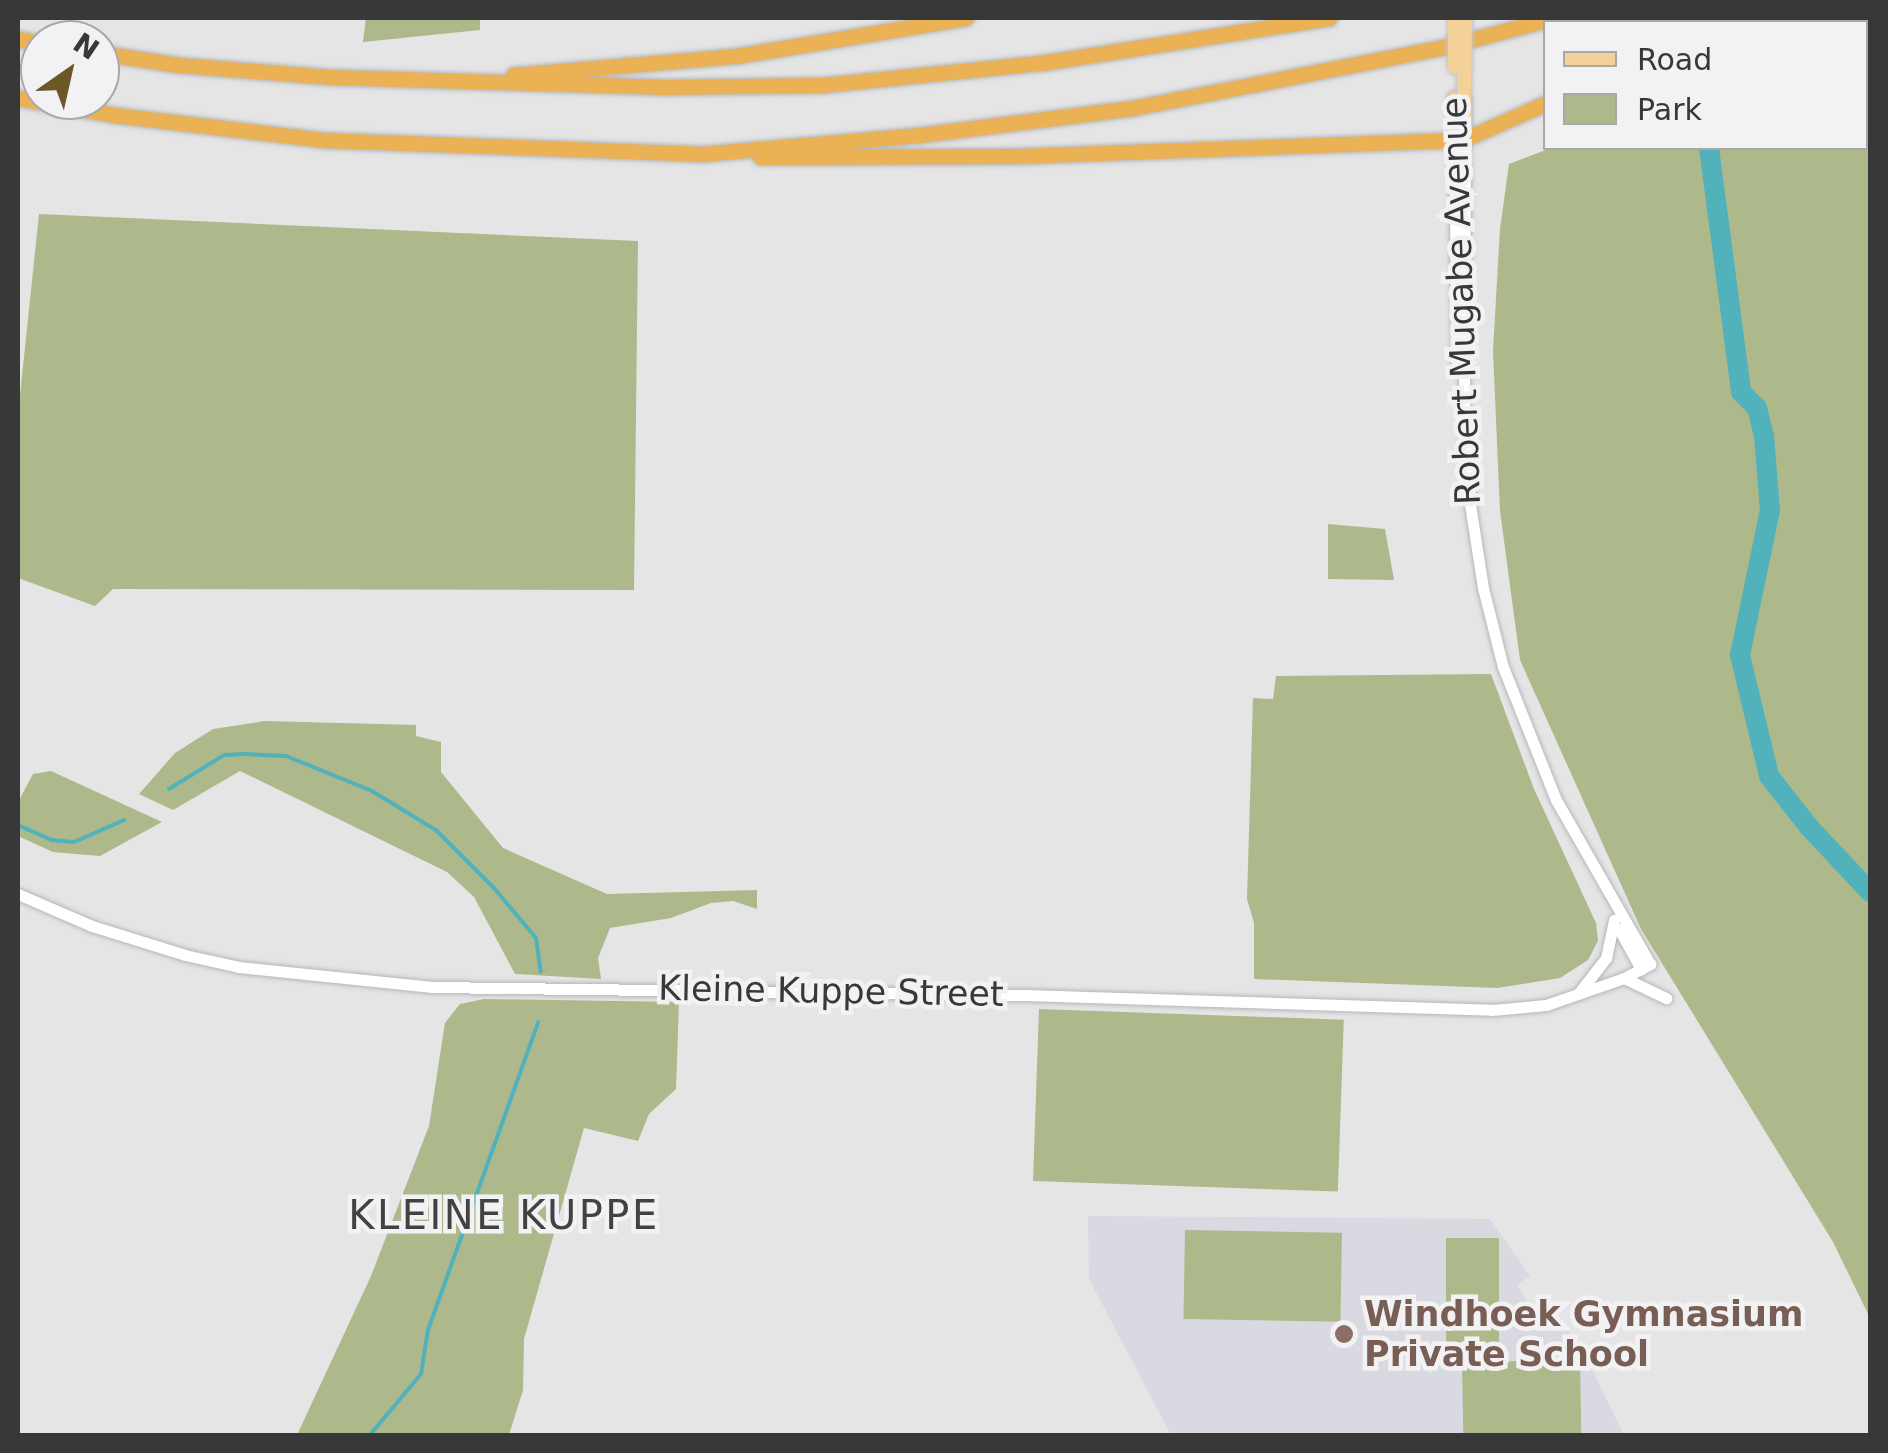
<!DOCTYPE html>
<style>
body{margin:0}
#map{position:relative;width:1888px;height:1453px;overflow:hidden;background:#e5e5e6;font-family:"DejaVu Sans",sans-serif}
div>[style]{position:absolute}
.built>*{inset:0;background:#d9d9e2}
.green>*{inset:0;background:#adb98a;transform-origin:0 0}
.stream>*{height:4px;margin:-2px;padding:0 2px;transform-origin:2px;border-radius:2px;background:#51b2bc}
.river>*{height:20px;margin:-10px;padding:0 10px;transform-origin:10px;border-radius:10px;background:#51b2bc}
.roads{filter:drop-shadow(0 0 2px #b7b7b8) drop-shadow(0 0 2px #b7b7b8)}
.minor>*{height:11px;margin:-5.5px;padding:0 5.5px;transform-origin:5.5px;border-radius:5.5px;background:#fff}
.major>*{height:14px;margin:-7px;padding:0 7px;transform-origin:7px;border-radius:7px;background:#f3d199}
.highway>*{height:15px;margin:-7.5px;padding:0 7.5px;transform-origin:7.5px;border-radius:7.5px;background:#ebb255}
.bridges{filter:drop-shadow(0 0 2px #c3c3c3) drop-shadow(0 0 2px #c3c3c3)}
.major-bridge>*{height:14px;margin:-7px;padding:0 7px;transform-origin:7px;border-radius:7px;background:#f3d199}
.dots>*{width:28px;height:28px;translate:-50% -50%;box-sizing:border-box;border:5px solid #f2f2f4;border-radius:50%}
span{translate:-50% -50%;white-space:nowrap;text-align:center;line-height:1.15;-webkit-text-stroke:9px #f2f2f4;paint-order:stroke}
.street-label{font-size:35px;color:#383838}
.education-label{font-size:35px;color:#785e54;font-weight:700}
.left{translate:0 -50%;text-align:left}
.quarter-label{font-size:40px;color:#424243;letter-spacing:2.5px}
.frame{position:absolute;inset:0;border:20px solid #383838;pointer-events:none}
.legend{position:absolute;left:1543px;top:20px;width:325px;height:130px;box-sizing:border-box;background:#f2f2f4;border:2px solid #a8a8a9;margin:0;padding:12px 18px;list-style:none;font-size:30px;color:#383838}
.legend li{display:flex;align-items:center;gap:20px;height:50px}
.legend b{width:50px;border:2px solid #a8a8a9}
.north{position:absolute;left:20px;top:20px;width:100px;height:100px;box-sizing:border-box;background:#f2f2f4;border:2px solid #a8a8a9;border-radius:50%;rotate:34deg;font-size:28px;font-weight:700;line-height:40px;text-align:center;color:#383838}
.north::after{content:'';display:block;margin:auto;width:35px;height:45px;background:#6b5826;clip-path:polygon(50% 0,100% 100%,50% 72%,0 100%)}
</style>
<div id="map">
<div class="built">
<div style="clip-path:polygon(1088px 1216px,1490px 1219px,1530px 1276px,1517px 1285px,1534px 1312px,1549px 1302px,1585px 1355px,1624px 1435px,1171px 1435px,1089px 1279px)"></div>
</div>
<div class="green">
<div style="clip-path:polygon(366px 18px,480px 18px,480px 30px,363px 42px)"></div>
<div style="clip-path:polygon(1870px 18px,1870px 1318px,1833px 1242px,1641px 929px,1520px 660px,1500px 511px,1493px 351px,1500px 229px,1509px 164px,1551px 148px,1866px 148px,1866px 22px,1855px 22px)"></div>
<div style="clip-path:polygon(39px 214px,638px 241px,634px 590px,113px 589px,95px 606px,18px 578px,18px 414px)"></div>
<div style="clip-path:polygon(1328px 524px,1385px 529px,1394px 580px,1328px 579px)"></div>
<div style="clip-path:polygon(1491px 674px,1534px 789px,1596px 923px,1598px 941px,1588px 960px,1560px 978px,1497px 988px,1254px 979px,1254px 923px,1247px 899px,1253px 698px,1273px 699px,1276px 676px)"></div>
<div style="clip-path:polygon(265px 721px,416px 725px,416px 736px,441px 742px,441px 772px,503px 848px,607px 894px,757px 890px,757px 909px,733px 901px,711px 903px,671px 918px,610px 928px,598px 958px,601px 979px,515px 974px,474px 897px,447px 872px,240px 771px,173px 810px,139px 794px,175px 753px,213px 729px)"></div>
<div style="clip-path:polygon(51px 771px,162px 822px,100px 856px,53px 852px,18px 836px,18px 802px,33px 774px)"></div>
<div style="clip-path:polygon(484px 999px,679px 1002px,676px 1089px,649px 1114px,638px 1141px,584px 1128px,524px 1339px,523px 1390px,509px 1435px,297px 1435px,371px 1276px,429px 1126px,445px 1023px,460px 1004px)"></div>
<div style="left:1039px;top:1009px;width:305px;height:172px;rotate:2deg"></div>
<div style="left:1185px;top:1230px;width:157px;height:89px;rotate:1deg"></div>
<div style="left:1446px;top:1238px;width:53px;height:111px"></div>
<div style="left:1580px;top:1360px;width:75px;height:118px;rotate:89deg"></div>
</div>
<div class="stream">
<div style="left:169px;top:789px;width:65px;rotate:-31.7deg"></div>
<div style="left:224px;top:755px;width:21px;rotate:-3deg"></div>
<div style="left:245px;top:754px;width:41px;rotate:2.8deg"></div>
<div style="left:286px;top:756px;width:93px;rotate:22.1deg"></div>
<div style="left:372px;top:791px;width:76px;rotate:31.6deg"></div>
<div style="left:437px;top:831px;width:81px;rotate:45deg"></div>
<div style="left:494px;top:888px;width:65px;rotate:50deg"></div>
<div style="left:536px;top:938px;width:34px;rotate:82deg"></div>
<div style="left:18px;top:825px;width:37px;rotate:24deg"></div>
<div style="left:52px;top:840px;width:22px;rotate:5deg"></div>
<div style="left:74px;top:842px;width:55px;rotate:-23.7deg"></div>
<div style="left:369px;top:1436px;width:81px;rotate:-50deg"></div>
<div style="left:421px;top:1374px;width:45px;rotate:-81deg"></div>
<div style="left:428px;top:1330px;width:327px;rotate:-70.3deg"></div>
</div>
<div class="river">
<div style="left:1709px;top:148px;width:246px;rotate:82.5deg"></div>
<div style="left:1741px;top:392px;width:23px;rotate:45deg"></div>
<div style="left:1757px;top:408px;width:29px;rotate:76deg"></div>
<div style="left:1764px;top:436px;width:74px;rotate:85.4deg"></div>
<div style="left:1770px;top:510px;width:148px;rotate:101.7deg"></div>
<div style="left:1740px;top:655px;width:124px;rotate:76.5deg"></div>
<div style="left:1769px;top:776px;width:65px;rotate:51.9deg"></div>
<div style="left:1809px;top:827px;width:89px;rotate:46.8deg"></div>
</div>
<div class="roads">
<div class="minor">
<div style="left:1454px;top:140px;width:222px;rotate:89.2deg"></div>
<div style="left:18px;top:894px;width:81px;rotate:23.4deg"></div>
<div style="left:92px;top:926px;width:97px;rotate:17.3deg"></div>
<div style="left:185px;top:955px;width:55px;rotate:12.5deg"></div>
<div style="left:239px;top:967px;width:194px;rotate:5.9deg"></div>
<div style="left:432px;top:987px;width:593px;rotate:0.77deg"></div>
<div style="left:1025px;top:995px;width:467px;rotate:1.8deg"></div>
<div style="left:1492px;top:1010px;width:54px;rotate:-5.3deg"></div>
<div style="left:1546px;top:1005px;width:83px;rotate:-19.1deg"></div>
<div style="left:1624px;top:978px;width:30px;rotate:-28deg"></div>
<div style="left:1650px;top:964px;width:189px;rotate:-119.8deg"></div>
<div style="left:1556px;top:800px;width:143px;rotate:-111.7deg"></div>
<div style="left:1503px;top:667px;width:81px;rotate:-104.2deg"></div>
<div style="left:1483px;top:588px;width:85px;rotate:-98.8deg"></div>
<div style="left:1470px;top:504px;width:95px;rotate:-93.6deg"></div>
<div style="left:1464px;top:409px;width:270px;rotate:-89.8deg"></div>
<div style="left:1619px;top:929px;width:46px;rotate:61.2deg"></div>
<div style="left:1624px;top:978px;width:47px;rotate:25.5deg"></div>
<div style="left:1578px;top:994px;width:46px;rotate:-52.1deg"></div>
<div style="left:1606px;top:958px;width:39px;rotate:-78deg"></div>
</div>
<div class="major">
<div style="left:1455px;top:98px;width:42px;rotate:91.4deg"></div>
<div style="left:1454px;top:140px;width:11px;rotate:-5deg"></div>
<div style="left:1465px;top:139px;width:39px;rotate:-91deg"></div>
</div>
<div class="highway">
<div style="left:1710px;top:22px;width:12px;rotate:-20deg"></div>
<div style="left:18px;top:39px;width:22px;rotate:10deg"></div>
<div style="left:100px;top:53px;width:80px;rotate:8.6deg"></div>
<div style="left:179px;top:65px;width:152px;rotate:4.5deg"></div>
<div style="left:331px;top:77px;width:329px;rotate:1.7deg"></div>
<div style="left:660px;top:87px;width:163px;rotate:-0.7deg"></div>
<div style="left:823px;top:85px;width:219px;rotate:-5.8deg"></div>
<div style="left:1041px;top:63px;width:292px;rotate:-8.9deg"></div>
<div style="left:513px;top:75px;width:224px;rotate:-4.9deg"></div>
<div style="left:736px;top:56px;width:233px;rotate:-9.4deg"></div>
<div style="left:18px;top:98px;width:97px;rotate:10deg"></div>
<div style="left:114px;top:115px;width:210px;rotate:6.8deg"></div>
<div style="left:323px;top:140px;width:378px;rotate:2.1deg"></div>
<div style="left:701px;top:154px;width:219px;rotate:-5deg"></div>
<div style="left:919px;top:135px;width:216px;rotate:-7.2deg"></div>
<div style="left:1133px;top:108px;width:313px;rotate:-11.1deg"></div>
<div style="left:1440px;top:48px;width:117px;rotate:-14.9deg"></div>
<div style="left:1465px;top:139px;width:89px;rotate:-24deg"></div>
<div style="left:760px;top:157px;width:259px;rotate:-0.2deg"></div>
<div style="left:1019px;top:156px;width:435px;rotate:-2.1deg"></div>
</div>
</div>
<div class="bridges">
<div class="major-bridge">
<div style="left:1455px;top:18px;width:49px;rotate:90deg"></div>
<div style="left:1464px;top:100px;width:82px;rotate:-89.3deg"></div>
</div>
</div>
<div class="dots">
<div style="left:1344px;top:1334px;background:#8d6e63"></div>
</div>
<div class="street-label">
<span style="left:1461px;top:301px;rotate:-92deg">Robert Mugabe Avenue</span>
<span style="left:831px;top:991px;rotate:1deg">Kleine Kuppe Street</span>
</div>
<div class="education-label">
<span class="left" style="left:1364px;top:1334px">Windhoek Gymnasium<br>Private School</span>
</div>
<div class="quarter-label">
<span style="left:504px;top:1215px">KLEINE KUPPE</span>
</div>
<div class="frame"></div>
<ul class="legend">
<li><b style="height:12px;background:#f3d199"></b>Road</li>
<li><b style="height:28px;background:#adb98a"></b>Park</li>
</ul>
<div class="north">N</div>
</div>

☆ ☆ ☆ ☆

## INSTRUCTIONS FOR THE TASK:
Show the lines of the data that hold the word "green".

## RESULT:
.green>*{inset:0;background:#adb98a;transform-origin:0 0}
<div class="green">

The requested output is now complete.